### EXTRACTED MATERIAL
■ ■ ■ ■ ■

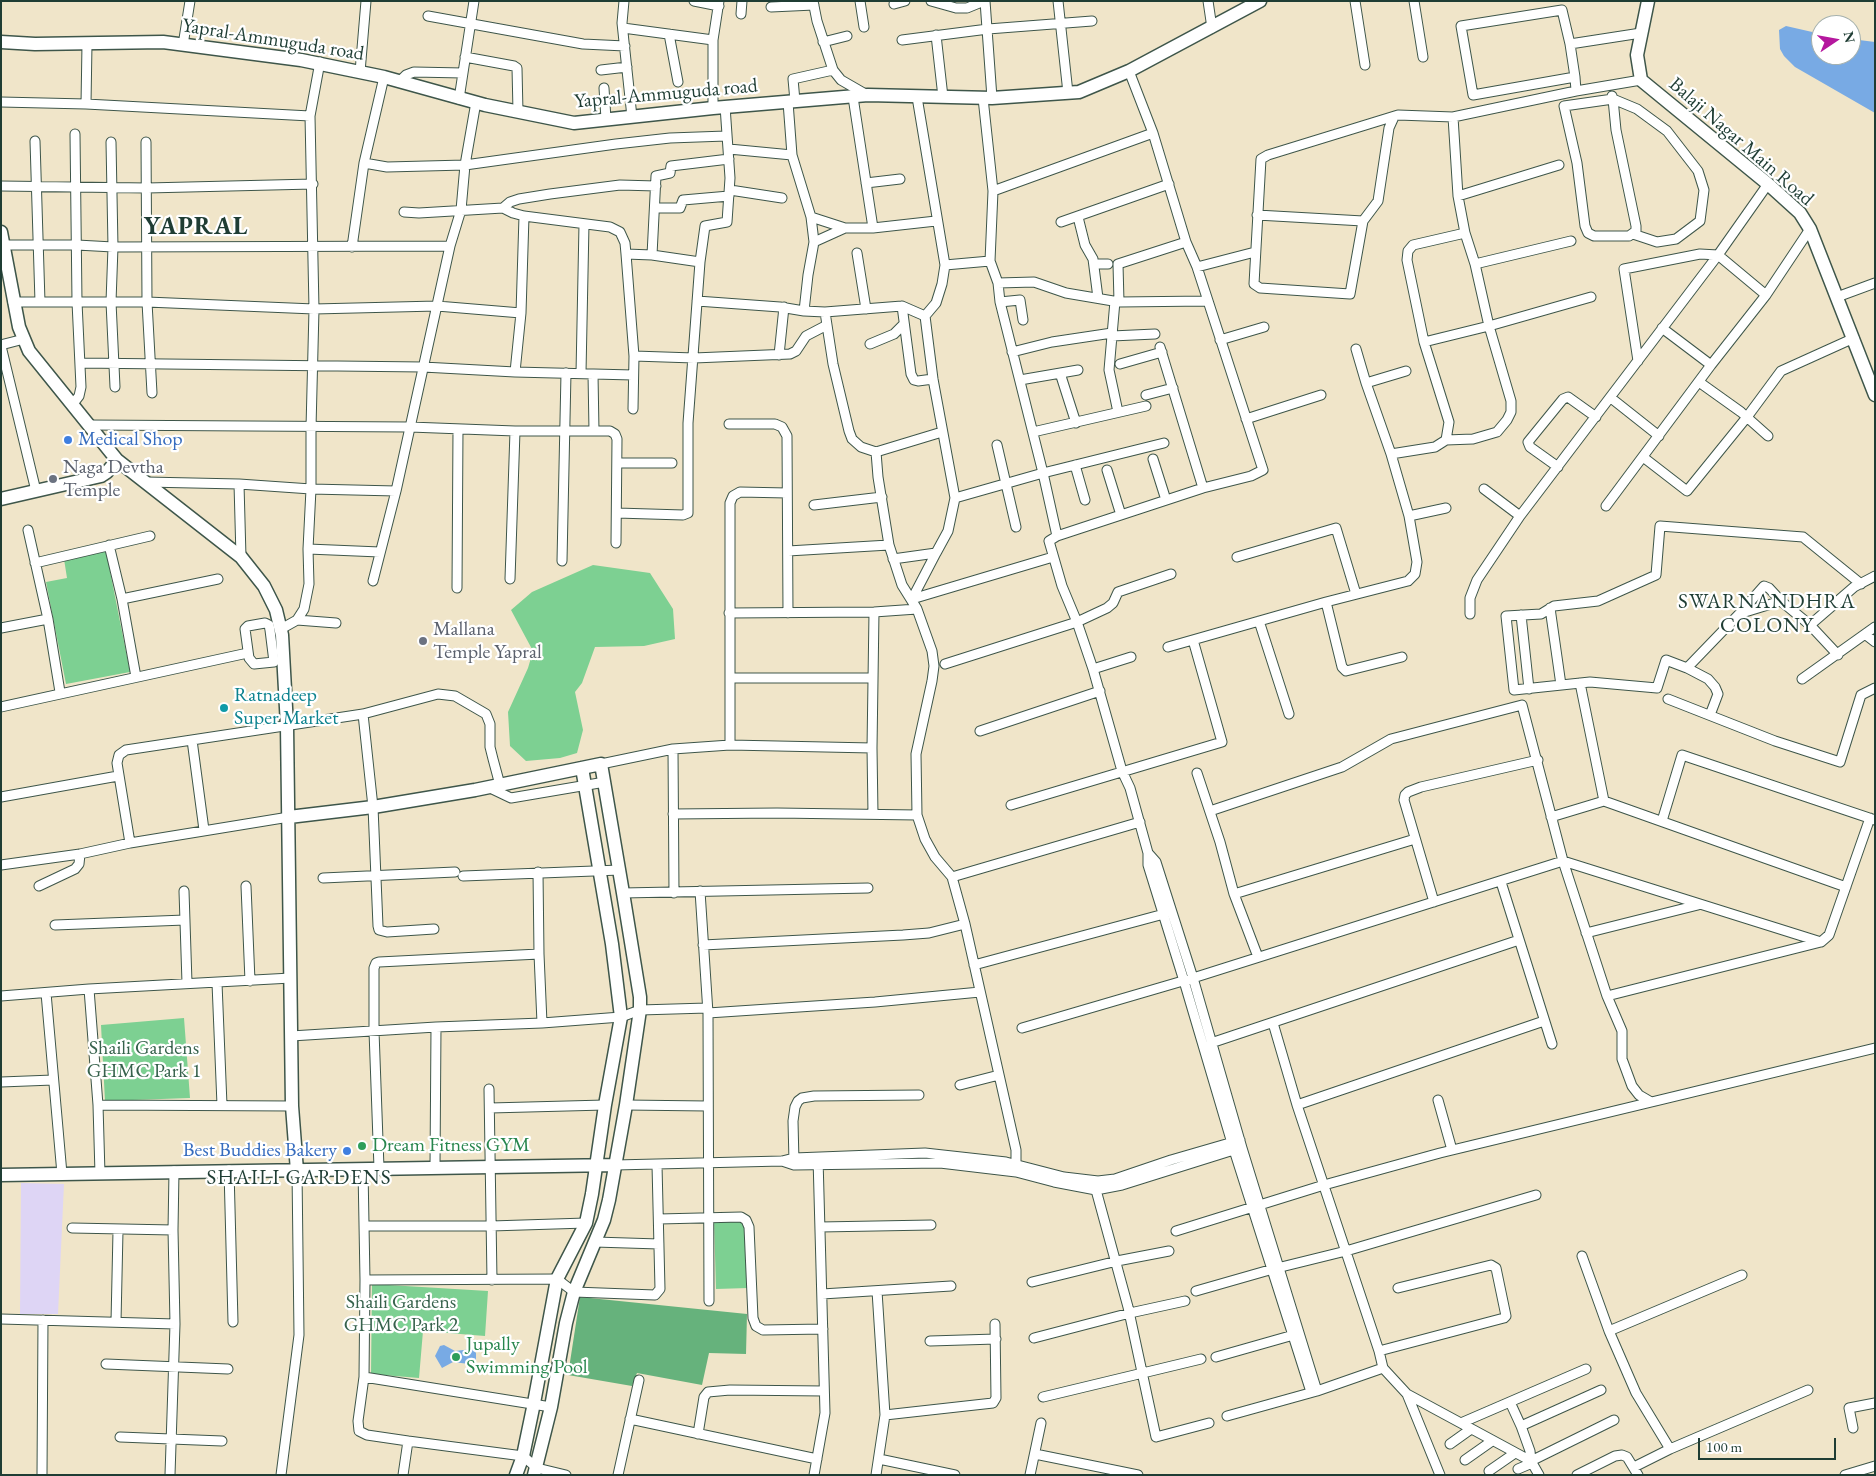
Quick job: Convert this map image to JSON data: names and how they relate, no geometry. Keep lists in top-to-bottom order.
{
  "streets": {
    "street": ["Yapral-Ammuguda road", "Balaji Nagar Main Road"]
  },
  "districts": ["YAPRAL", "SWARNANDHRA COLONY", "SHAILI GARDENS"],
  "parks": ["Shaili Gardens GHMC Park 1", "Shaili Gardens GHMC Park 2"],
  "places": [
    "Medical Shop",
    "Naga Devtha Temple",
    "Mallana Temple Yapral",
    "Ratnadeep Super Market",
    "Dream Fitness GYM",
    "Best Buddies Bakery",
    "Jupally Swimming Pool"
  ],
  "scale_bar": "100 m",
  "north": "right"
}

■ ■ ■ ■ ■

### THE TASK
Would you set down the records above once more, exactly, with the pictures removed?

### RESPONSE TO THE TASK
Quick job: Convert this map image to JSON data: names and how they relate, no geometry. Keep lists in top-to-bottom order.
{
  "streets": {
    "street": ["Yapral-Ammuguda road", "Balaji Nagar Main Road"]
  },
  "districts": ["YAPRAL", "SWARNANDHRA COLONY", "SHAILI GARDENS"],
  "parks": ["Shaili Gardens GHMC Park 1", "Shaili Gardens GHMC Park 2"],
  "places": [
    "Medical Shop",
    "Naga Devtha Temple",
    "Mallana Temple Yapral",
    "Ratnadeep Super Market",
    "Dream Fitness GYM",
    "Best Buddies Bakery",
    "Jupally Swimming Pool"
  ],
  "scale_bar": "100 m",
  "north": "right"
}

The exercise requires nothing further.